### [WHAT IS REQUIRED]
Nothing but the lines from the top of the records through the line with "Convert the screen" should be returned, exactly, and without pictures.

=-=-=-=-=

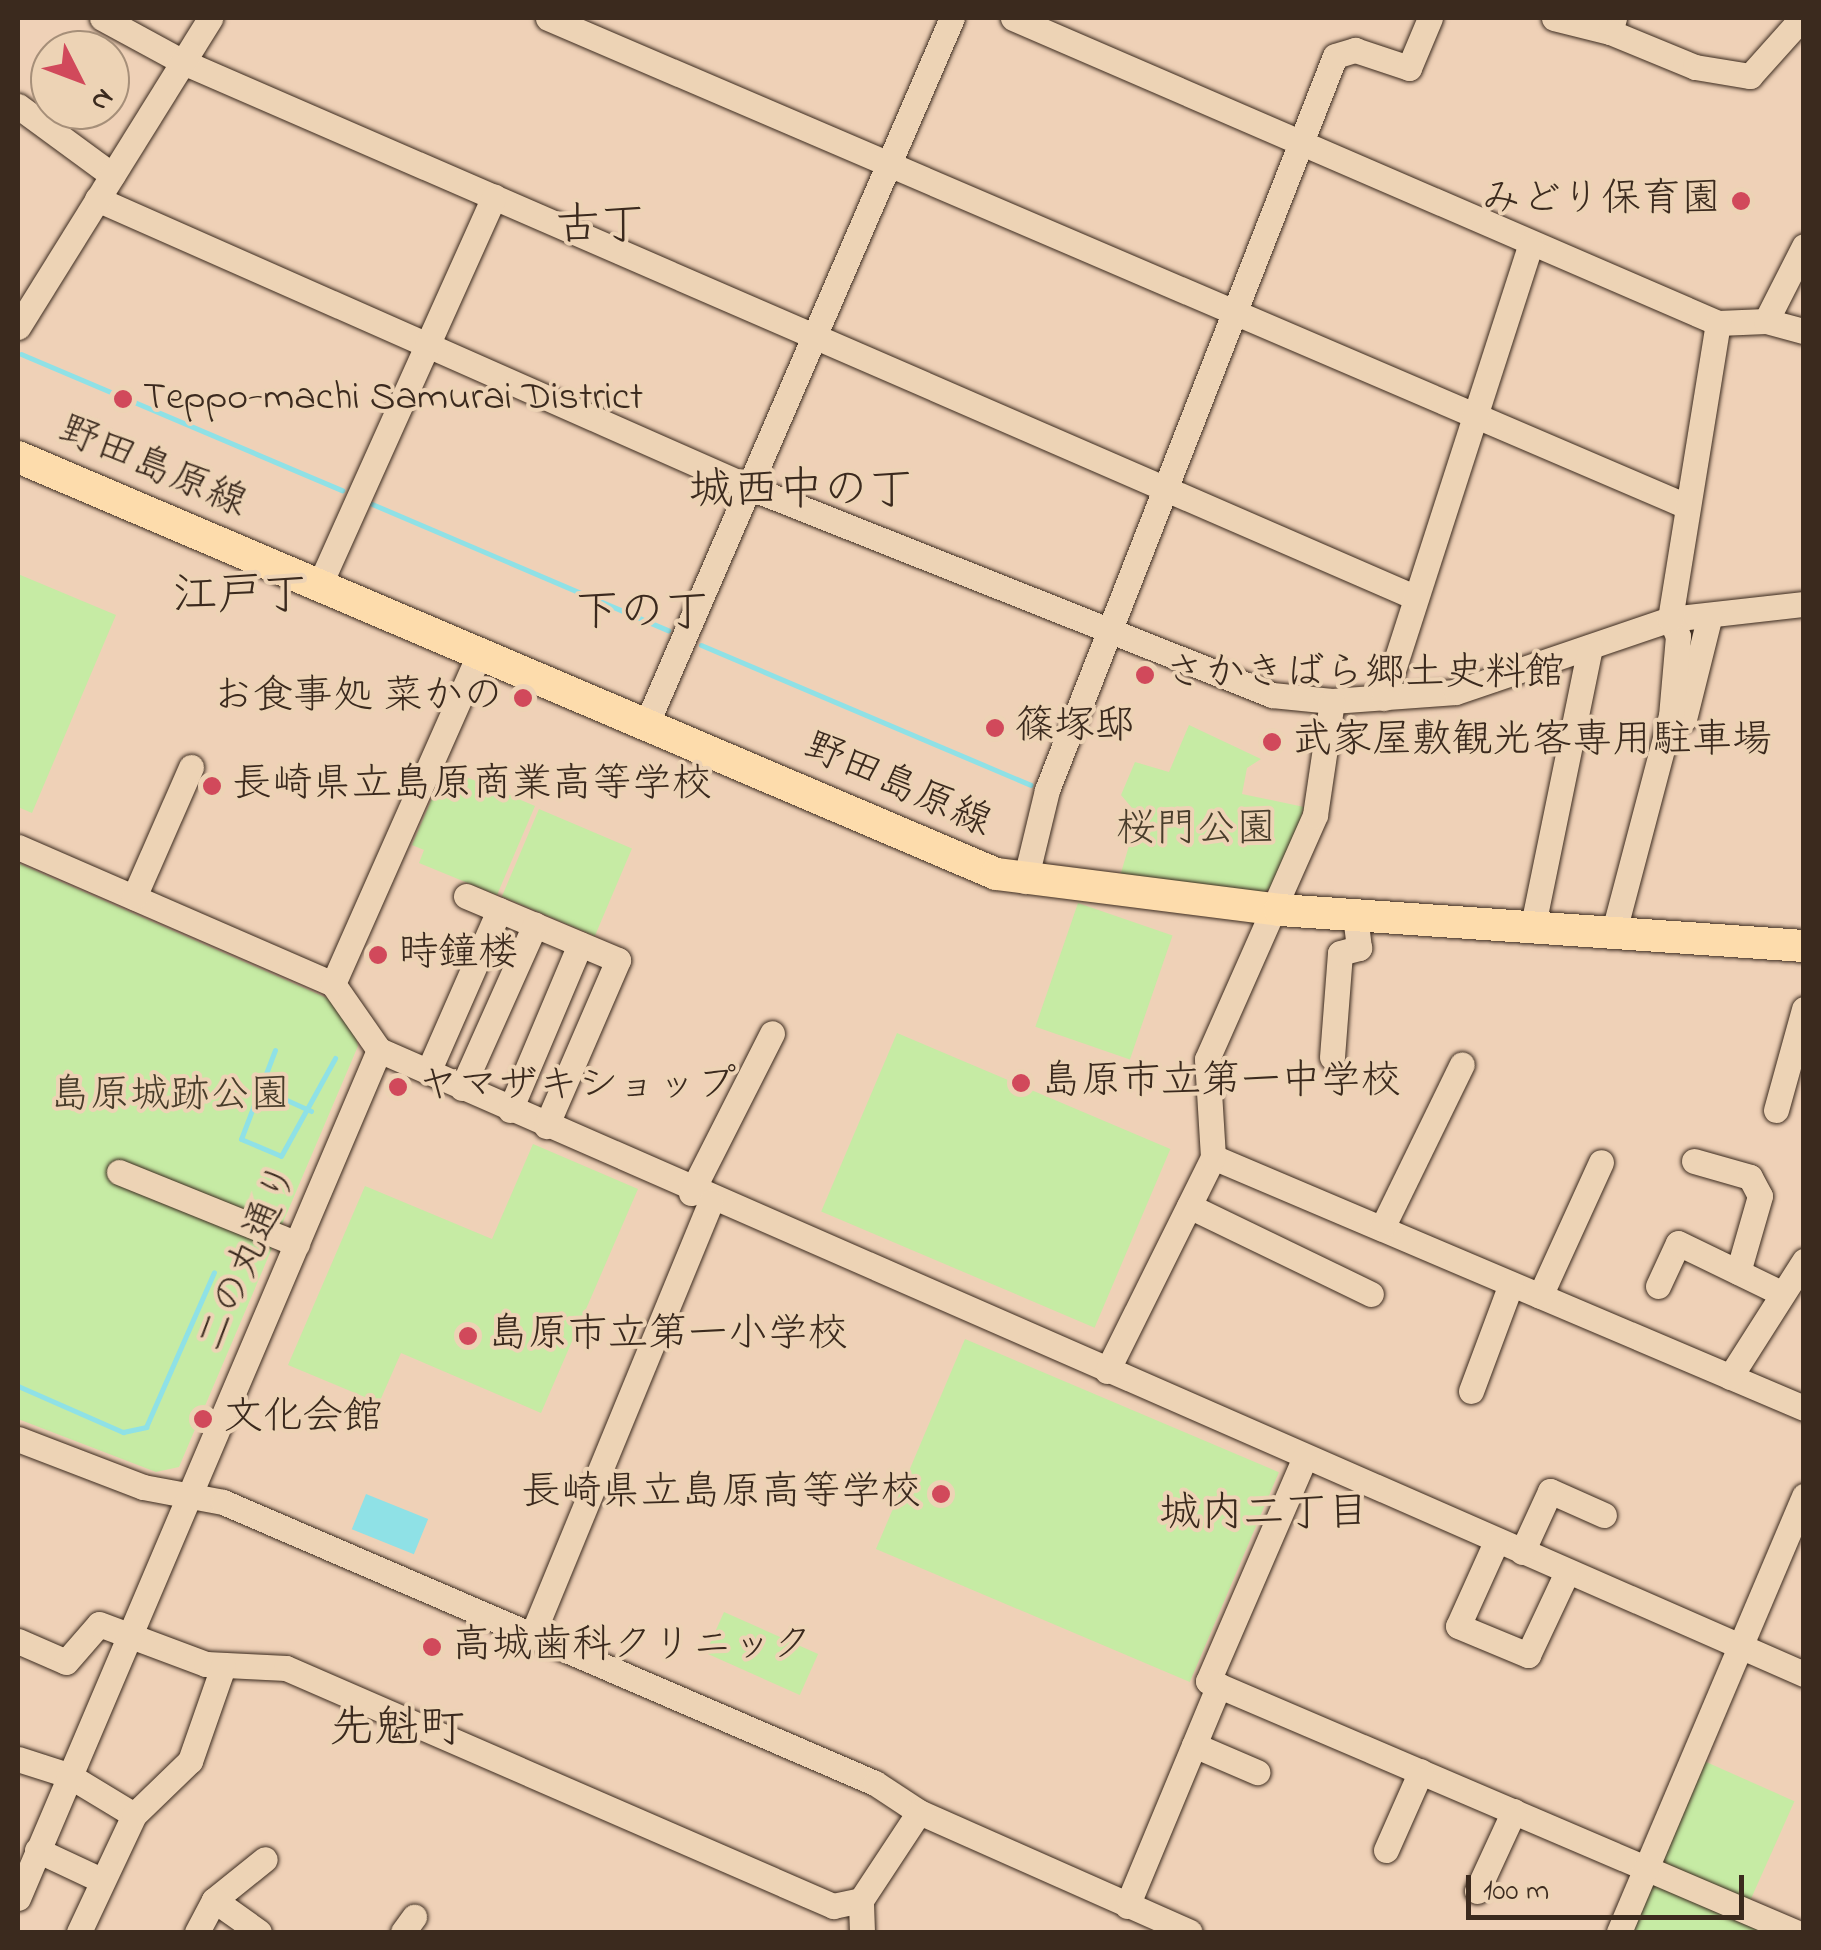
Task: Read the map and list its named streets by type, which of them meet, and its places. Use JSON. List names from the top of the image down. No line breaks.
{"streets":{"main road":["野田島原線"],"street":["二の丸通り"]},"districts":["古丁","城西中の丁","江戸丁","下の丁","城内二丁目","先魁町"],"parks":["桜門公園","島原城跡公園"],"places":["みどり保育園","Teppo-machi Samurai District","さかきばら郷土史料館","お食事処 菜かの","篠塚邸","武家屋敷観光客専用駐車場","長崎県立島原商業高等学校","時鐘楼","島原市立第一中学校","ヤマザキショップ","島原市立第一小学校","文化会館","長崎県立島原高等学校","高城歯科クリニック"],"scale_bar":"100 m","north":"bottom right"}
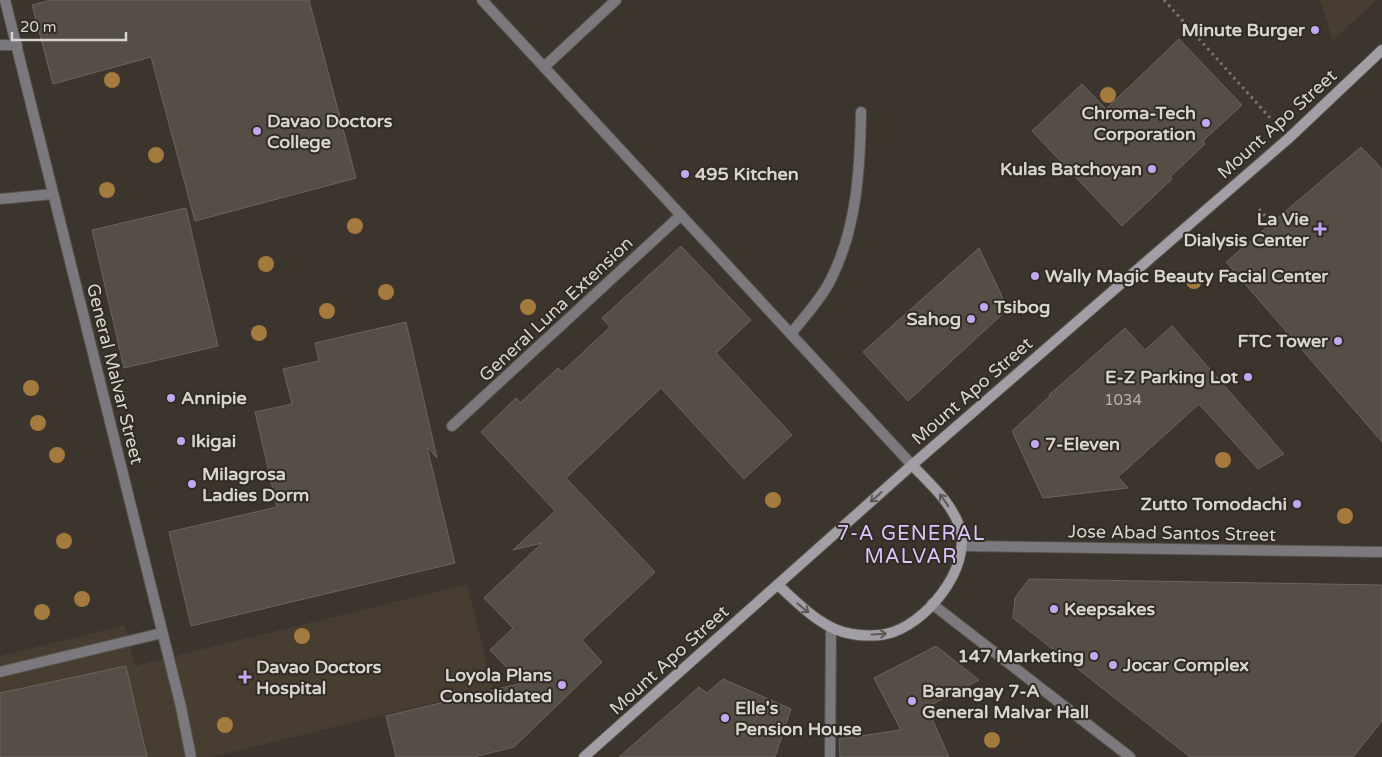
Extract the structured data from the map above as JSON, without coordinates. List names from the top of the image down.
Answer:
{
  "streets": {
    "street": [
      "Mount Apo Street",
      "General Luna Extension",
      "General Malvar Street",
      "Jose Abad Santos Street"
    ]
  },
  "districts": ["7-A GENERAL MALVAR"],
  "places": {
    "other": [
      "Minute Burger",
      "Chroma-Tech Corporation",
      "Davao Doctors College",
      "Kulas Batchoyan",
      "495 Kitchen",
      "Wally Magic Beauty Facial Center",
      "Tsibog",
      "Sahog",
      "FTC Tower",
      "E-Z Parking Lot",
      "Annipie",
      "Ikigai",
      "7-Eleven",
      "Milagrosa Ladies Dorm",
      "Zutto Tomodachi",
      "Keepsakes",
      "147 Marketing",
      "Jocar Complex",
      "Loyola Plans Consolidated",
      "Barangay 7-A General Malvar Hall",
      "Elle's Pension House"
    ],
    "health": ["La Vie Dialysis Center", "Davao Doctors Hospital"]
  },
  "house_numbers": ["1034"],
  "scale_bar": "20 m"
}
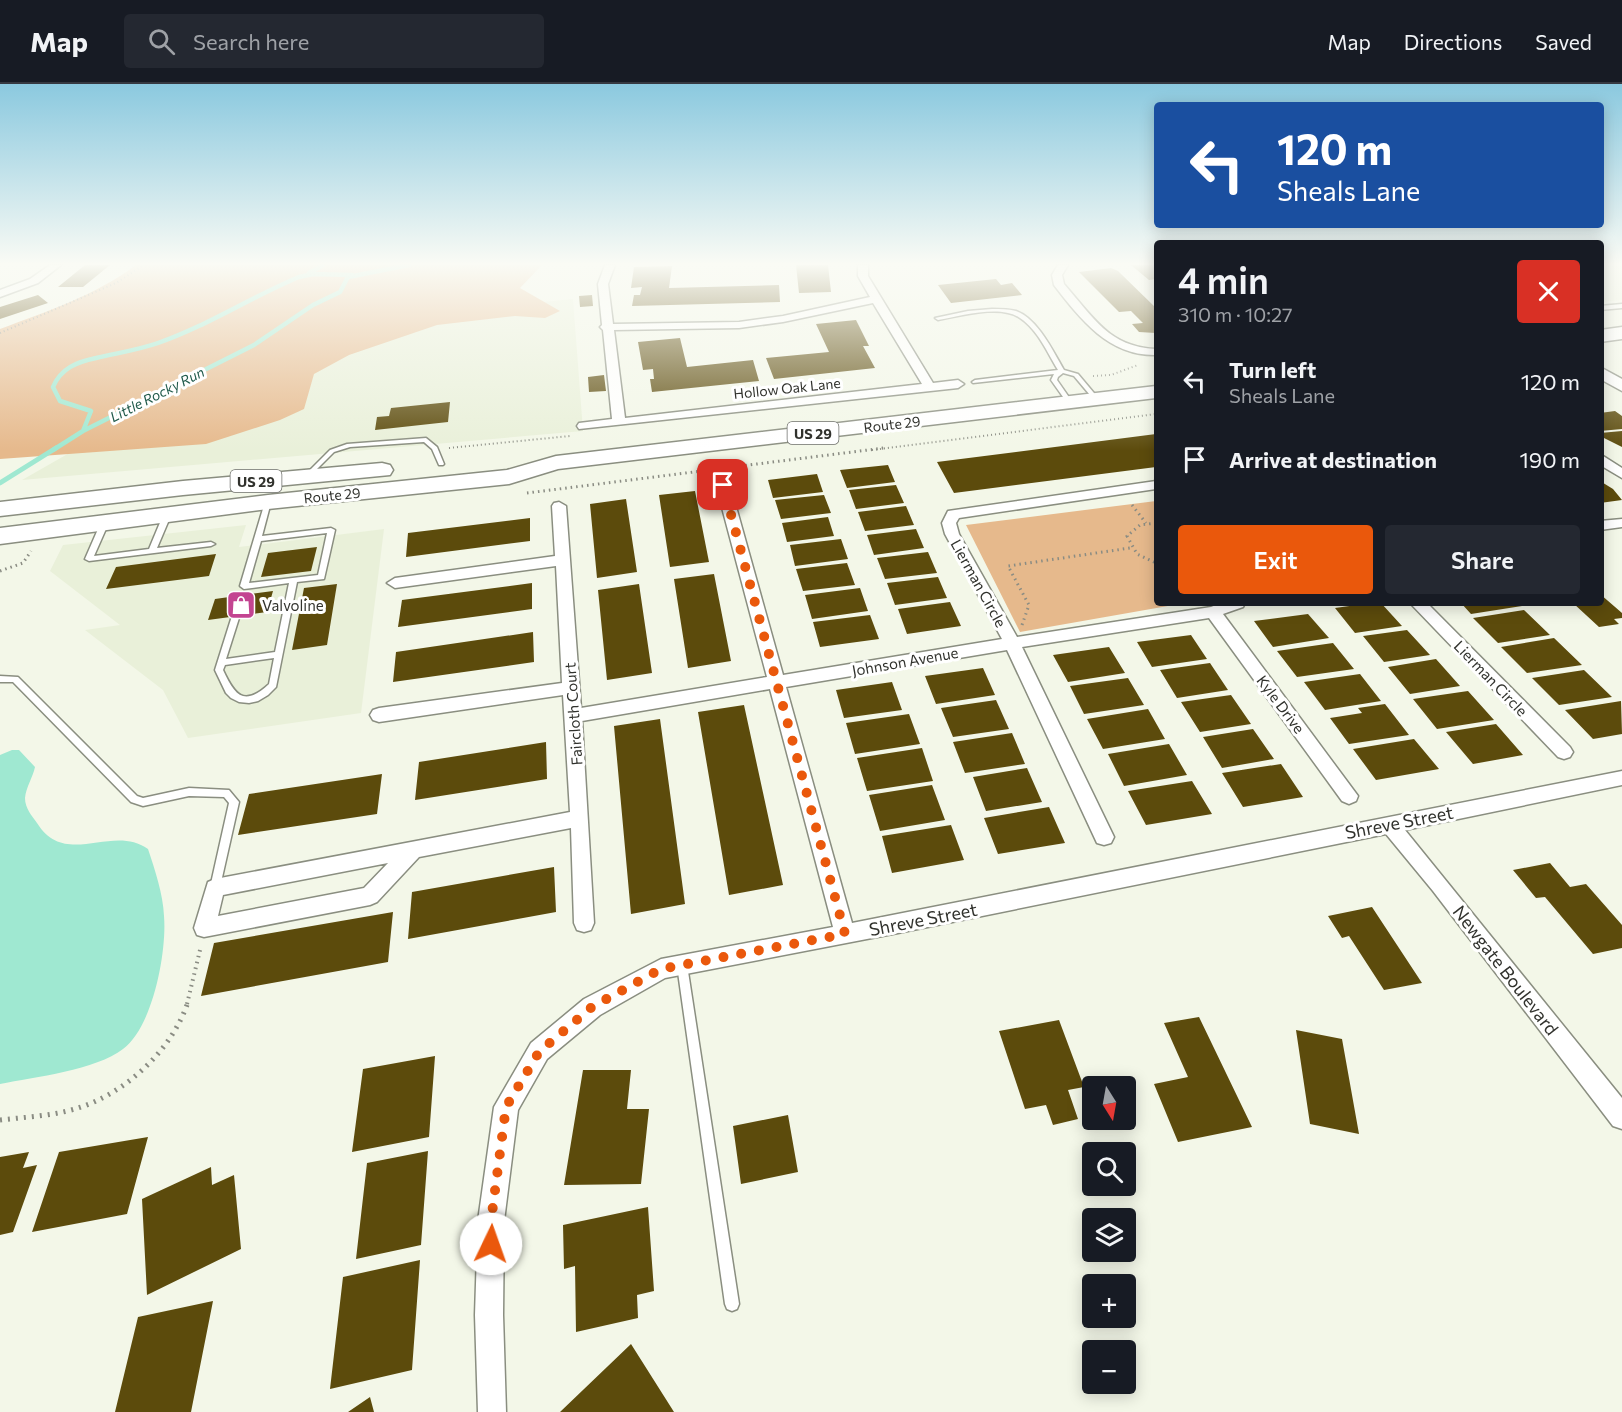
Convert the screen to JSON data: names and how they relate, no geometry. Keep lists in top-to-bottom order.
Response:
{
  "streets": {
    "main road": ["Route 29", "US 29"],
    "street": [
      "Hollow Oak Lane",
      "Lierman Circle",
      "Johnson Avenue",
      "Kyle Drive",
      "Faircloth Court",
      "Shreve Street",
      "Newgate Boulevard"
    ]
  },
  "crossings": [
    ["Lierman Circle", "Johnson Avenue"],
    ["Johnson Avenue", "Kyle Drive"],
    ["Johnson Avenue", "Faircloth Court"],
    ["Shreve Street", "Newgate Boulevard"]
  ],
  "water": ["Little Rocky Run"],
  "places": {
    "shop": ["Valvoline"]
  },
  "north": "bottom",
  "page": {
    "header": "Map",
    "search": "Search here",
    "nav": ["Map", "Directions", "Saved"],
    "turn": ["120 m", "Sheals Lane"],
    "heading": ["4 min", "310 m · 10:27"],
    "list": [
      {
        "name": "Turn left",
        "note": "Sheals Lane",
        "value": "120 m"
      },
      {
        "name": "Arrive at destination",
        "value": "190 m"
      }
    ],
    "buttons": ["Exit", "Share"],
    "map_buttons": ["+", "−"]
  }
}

=-=-=-=-=

### [RESPONSE AREA]
Task: Read the map and list its named streets by type, which of them meet, and its places. Use JSON. List names from the top of the image down. No line breaks.
{"streets":{"main road":["野田島原線"],"street":["二の丸通り"]},"districts":["古丁","城西中の丁","江戸丁","下の丁","城内二丁目","先魁町"],"parks":["桜門公園","島原城跡公園"],"places":["みどり保育園","Teppo-machi Samurai District","さかきばら郷土史料館","お食事処 菜かの","篠塚邸","武家屋敷観光客専用駐車場","長崎県立島原商業高等学校","時鐘楼","島原市立第一中学校","ヤマザキショップ","島原市立第一小学校","文化会館","長崎県立島原高等学校","高城歯科クリニック"],"scale_bar":"100 m","north":"bottom right"}
Extract the structured data from the map above as JSON, without coordinates. List names from the top of the image down.
Answer:
{
  "streets": {
    "street": [
      "Mount Apo Street",
      "General Luna Extension",
      "General Malvar Street",
      "Jose Abad Santos Street"
    ]
  },
  "districts": ["7-A GENERAL MALVAR"],
  "places": {
    "other": [
      "Minute Burger",
      "Chroma-Tech Corporation",
      "Davao Doctors College",
      "Kulas Batchoyan",
      "495 Kitchen",
      "Wally Magic Beauty Facial Center",
      "Tsibog",
      "Sahog",
      "FTC Tower",
      "E-Z Parking Lot",
      "Annipie",
      "Ikigai",
      "7-Eleven",
      "Milagrosa Ladies Dorm",
      "Zutto Tomodachi",
      "Keepsakes",
      "147 Marketing",
      "Jocar Complex",
      "Loyola Plans Consolidated",
      "Barangay 7-A General Malvar Hall",
      "Elle's Pension House"
    ],
    "health": ["La Vie Dialysis Center", "Davao Doctors Hospital"]
  },
  "house_numbers": ["1034"],
  "scale_bar": "20 m"
}
Convert the screen to JSON data: names and how they relate, no geometry. Keep lists in top-to-bottom order.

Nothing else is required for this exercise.